When collecting partner data, some partners push data to the IAS platform via an API, while others require data to be pulled in batches throughout the day. We created two separate components to manage these different data sources: a Receiver Pipeline and a Processing Pipeline. The structure of these data sources is similar, so we generalized both components to work for all partners with minimal code duplication.
Receiver Pipeline
The receiver pipeline collects data from various sources and partitions the data into buckets based on timestamps. Partitions are created for each source, date, and hour of data stored in S3.
For partners that push data to IAS through an API, we stream the data through several lightweight steps to clean, enrich, and partition it.
For partners that require multiple daily data pulls, the IAS platform downloads the data in batches based on a set schedule. Our platform pulls data by downloading files rather than querying individual records from an API. When downloading files, we use DynamoDB as a cache to track files that have already been processed.
With both intake processes, partitioned data lands in an S3 bucket. We create matching partitions for the raw data in an AWS Glue database. For each partner, a Glue table is partitioned by date and hour, which is used in the backend processing pipeline to query the data from S3.
Backend Processing Pipeline
Once data is available in S3 and Glue, it is ready to process. We perform several steps to aggregate the data and generate business metrics. Regardless of how the receiving pipeline fetches raw data (push vs. pull), the backend pipeline processes it in batches. By leaving a few hours of buffer between receiving the last hour of data and processing, this helps minimize the amount of late arriving data, with the exception of data that arrives several hours or days late.
We use Airflow to build this part of the pipeline because it provides:
- Flexible scheduling and orchestration: Airflow makes it easy to schedule our jobs to run on regular intervals using cron syntax. It also provides powerful syntax for orchestrating separate tasks within the pipeline to work together and run in parallel.
- Replayability: This is a critical feature that allows us to rerun our pipeline at any point for any batch that was already processed.

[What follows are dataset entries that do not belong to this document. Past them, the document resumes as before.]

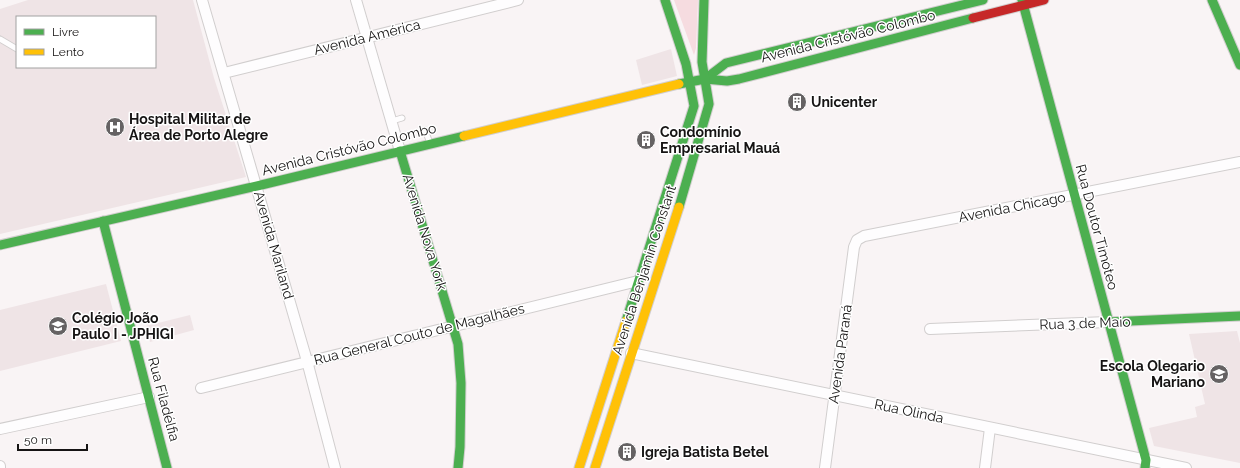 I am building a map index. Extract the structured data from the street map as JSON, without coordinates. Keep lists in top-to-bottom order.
{
  "streets": {
    "main road": [
      "Avenida Cristóvão Colombo",
      "Rua Doutor Timóteo",
      "Avenida Nova York",
      "Avenida Benjamin Constant",
      "Rua 3 de Maio",
      "Rua Filadélfia"
    ],
    "street": [
      "Avenida América",
      "Avenida Chicago",
      "Avenida Mariland",
      "Rua General Couto de Magalhães",
      "Avenida Paraná",
      "Rua Olinda"
    ]
  },
  "crossings": [
    ["Avenida Cristóvão Colombo", "Rua Doutor Timóteo"],
    ["Avenida Cristóvão Colombo", "Avenida Nova York"],
    ["Avenida Cristóvão Colombo", "Avenida Mariland"],
    ["Avenida Cristóvão Colombo", "Avenida Benjamin Constant"],
    ["Avenida Cristóvão Colombo", "Rua Filadélfia"],
    ["Avenida América", "Avenida Nova York"],
    ["Avenida América", "Avenida Mariland"],
    ["Avenida Chicago", "Rua Doutor Timóteo"],
    ["Avenida Chicago", "Avenida Paraná"],
    ["Rua Doutor Timóteo", "Rua 3 de Maio"],
    ["Rua Doutor Timóteo", "Rua Olinda"],
    ["Avenida Nova York", "Rua General Couto de Magalhães"],
    ["Avenida Mariland", "Rua General Couto de Magalhães"],
    ["Avenida Benjamin Constant", "Rua General Couto de Magalhães"],
    ["Avenida Benjamin Constant", "Rua Olinda"],
    ["Avenida Paraná", "Rua Olinda"]
  ],
  "places": {
    "building": ["Unicenter", "Condomínio Empresarial Mauá", "Igreja Batista Betel"],
    "hospital": ["Hospital Militar de Área de Porto Alegre"],
    "school or university": ["Colégio João Paulo I - JPHIGI", "Escola Olegario Mariano"]
  },
  "legend": ["Livre", "Lento"],
  "scale_bar": "50 m"
}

For example, when late data arrives for a previous date, we can kick off the Airflow job for that exact date again.
- Monitoring, error handling, and resilience: Easily monitoring progress throughout the day, tracking errors, and retrying steps that fail is critical.
We set up Airflow to integrate with various AWS services. Given the scale of data IAS processes, we use AWS EMR with Apache Spark.
The Airflow pipeline includes a sequence of tasks that orchestrate Spark jobs to process raw data. Each Spark job reads data from S3 using Glue tables created by the receiver pipeline. Once processing is complete, the final output is written to an S3 bucket and loaded into the IAS data warehouse.
We designed a series of pipelines that work together to gather data from our partners, aggregate it, and load it into a data warehouse for consumption. By using Airflow and partitioning the data, we designed the architecture to allow for late arriving data. In the next part of this blog, I will go into detail about the steps required to reprocess the late arriving data.
How to Process Late Arriving Data
Our architecture consists of two parts: a Receiver Pipeline and a Processing Pipeline. This allows us to ingest and process late data separately.
Late Data in the Receiver
We need to ensure that all available data is ingested and partitioned correctly, regardless of how late it is. This offloads the bulk of the reprocessing complexity to the backend pipeline.
For partners that push data to our API, we process all events regardless of when we receive them. Our API handles events in realtime and partitions them based on a timestamp field in the payload.
For partners that we pull data from in batches, we implement additional steps to ensure everything is ingested. When we encounter new data that has not been ingested, we cache its metadata in a DynamoDB table (i.e. filename, ingestion date). When we poll for new batches of data, we use a rolling lookback window of several days to see if any data was added late. If that data is not already cached in DynamoDB, it is then downloaded and partitioned in S3.
Late Data in the Backend
We use Airflow to orchestrate our backend processing pipeline. Individual Airflow pipelines are called DAGs (directed acyclic graphs), which are composed of independent tasks connected together to form a dependency graph.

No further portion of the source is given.